Make the configuration effective

3. Modify the configuration file

Note: Actually, if it is a stand-alone machine, the kafka configuration file can be started directly in the bin directory without modifying it. But we are a cluster here, so just change it slightly.

Switch to the kafka/config directory

Edit the server.properties file

What needs to be changed is Zookeeper's address:

Find the Zookeeper configuration, specify the address of the Zookeeper cluster, and modify it as follows

 zookeeper.connect=master:2181,slave1:2181,slave2:2181zookeeper.connection.timeout.ms=6000

Other options for change are

1 , num.partitions represents the specified partition, default is 1

2. Log.dirs kafka log path, just change this according to personal needs.

...

Note: There are other configurations, you can view the official documentation. If there are no special requirements, just use the default one.

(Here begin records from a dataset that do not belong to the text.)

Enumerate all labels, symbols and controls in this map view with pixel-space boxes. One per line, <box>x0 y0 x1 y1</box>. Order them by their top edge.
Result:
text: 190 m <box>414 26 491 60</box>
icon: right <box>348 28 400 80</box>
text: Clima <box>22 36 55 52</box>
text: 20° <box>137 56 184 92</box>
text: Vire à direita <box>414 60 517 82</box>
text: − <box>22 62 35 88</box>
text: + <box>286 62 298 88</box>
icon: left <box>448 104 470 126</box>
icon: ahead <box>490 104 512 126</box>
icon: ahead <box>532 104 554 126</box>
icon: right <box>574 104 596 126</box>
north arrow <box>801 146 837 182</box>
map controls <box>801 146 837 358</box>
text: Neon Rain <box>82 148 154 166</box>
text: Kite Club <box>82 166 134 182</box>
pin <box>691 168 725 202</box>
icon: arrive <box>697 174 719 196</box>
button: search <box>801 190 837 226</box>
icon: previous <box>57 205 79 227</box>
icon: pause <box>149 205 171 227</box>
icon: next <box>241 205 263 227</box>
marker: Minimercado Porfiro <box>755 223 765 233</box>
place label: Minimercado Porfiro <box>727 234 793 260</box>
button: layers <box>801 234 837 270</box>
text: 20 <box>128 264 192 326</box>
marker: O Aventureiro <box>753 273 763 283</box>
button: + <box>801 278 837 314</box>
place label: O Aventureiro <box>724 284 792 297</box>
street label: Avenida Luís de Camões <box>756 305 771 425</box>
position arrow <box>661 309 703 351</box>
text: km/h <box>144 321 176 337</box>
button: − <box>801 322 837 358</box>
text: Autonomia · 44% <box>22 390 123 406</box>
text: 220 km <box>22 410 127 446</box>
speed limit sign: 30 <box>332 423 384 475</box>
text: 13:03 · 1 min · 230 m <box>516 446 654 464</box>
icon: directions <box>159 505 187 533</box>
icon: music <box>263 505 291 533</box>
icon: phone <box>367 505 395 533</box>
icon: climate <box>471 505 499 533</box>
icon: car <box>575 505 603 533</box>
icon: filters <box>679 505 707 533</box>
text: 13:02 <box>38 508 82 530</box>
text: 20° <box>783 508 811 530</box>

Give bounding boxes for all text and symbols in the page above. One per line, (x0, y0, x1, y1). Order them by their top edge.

After configuration, remember to use the scp command to transmit to other clusters!

4. Start kafka

Cluster Every cluster needs to be operated!

Switch to the kafka/bin directory

enter:

 kafka-server-start.sh

Then enter the jps name to see if it starts successfully:

After successful startup, you can perform a simple test

Create a topic first

enter:

 kafka-topics.sh --zookeeper master:2181 --create --topic t_test --partitions 5 --replication-factor 2

Description: Here is a topic named t_test, and 5 partitions are specified, each partition has 2 replicas. If the partition is not specified, the default partition is configured in the configuration file.

Then production data

enter:

 kafka-console-producer.sh --broker-list master:9092 --topic t_test

You can use Ctrl+D to exit

Then we open another xshell window

Consume

enter:

 kafka-console-consumer.sh --zookeeper master:2181 --topic t_test --from-beginning

You can use Ctrl+C to exit

You can see that the data has been consumed normally.

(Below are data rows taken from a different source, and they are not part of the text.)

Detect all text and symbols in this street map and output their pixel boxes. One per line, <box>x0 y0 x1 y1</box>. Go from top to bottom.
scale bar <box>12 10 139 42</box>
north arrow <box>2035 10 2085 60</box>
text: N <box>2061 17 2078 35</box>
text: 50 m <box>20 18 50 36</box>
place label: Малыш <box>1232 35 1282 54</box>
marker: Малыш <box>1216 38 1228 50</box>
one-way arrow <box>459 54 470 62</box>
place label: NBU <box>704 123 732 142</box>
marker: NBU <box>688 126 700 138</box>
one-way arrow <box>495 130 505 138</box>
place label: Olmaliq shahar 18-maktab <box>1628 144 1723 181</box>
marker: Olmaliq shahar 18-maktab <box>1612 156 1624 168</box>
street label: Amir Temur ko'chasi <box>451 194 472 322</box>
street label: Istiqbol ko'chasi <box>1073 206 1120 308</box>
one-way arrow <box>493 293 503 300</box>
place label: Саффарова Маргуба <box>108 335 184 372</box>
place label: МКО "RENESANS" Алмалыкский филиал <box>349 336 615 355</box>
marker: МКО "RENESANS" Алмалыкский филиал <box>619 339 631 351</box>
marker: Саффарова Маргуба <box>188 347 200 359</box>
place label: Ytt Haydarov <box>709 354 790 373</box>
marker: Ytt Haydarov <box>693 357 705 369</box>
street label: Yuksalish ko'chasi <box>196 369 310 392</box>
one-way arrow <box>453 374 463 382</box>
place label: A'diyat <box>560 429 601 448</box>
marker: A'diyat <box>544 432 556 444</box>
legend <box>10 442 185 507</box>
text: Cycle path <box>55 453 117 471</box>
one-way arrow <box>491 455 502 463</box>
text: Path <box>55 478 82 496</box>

5. Some commonly used commands of kafka

1. Start and close kafka

 bin/kafka-server-start.sh config/server.properties >>/dev/null 2>&1 &bin/kafka-server-stop.sh

2. Check the message queue and specific queue in the kafka cluster

View all topics in the cluster

 kafka-topics.sh --zookeeper master:2181,slave1:2181,slave2:2181 --list

View a topic information

 kafka-topics.sh --zookeeper master:2181 --describe --topic t_test

3. Create a Topic

 kafka-topics.sh --zookeeper master:2181 --create --topic t_test --partitions 5 --replication-factor 2

4. Production data and consumption data

 kafka-console-producer.sh --broker-list master:9092 --topic t_test

Ctrl+D Exit

 kafka-console-consumer.sh --zookeeper master:2181 --topic t_test --from-beginning

Ctrl+C Exit

5.kafka's delete command

 kafka-topics.sh --delete --zookeeper master:2181 --topic t_test

6. Add partition

 kafka-topics.sh --alter --topict_test --zookeeper master:2181 --partitions 10

other

Reference to the official document for Storm environment construction: http://storm.apache.org/releases/1.1.1/Setting-up-a-Storm-cluster.html

Kafka environment construction reference official document: http://kafka.apache.org/quickstart

Summarize

The above is the entire content of this article. I hope that the content of this article has certain reference value for everyone's study or work. If you have any questions, you can leave a message to communicate. Thank you for your support to Wulin.com.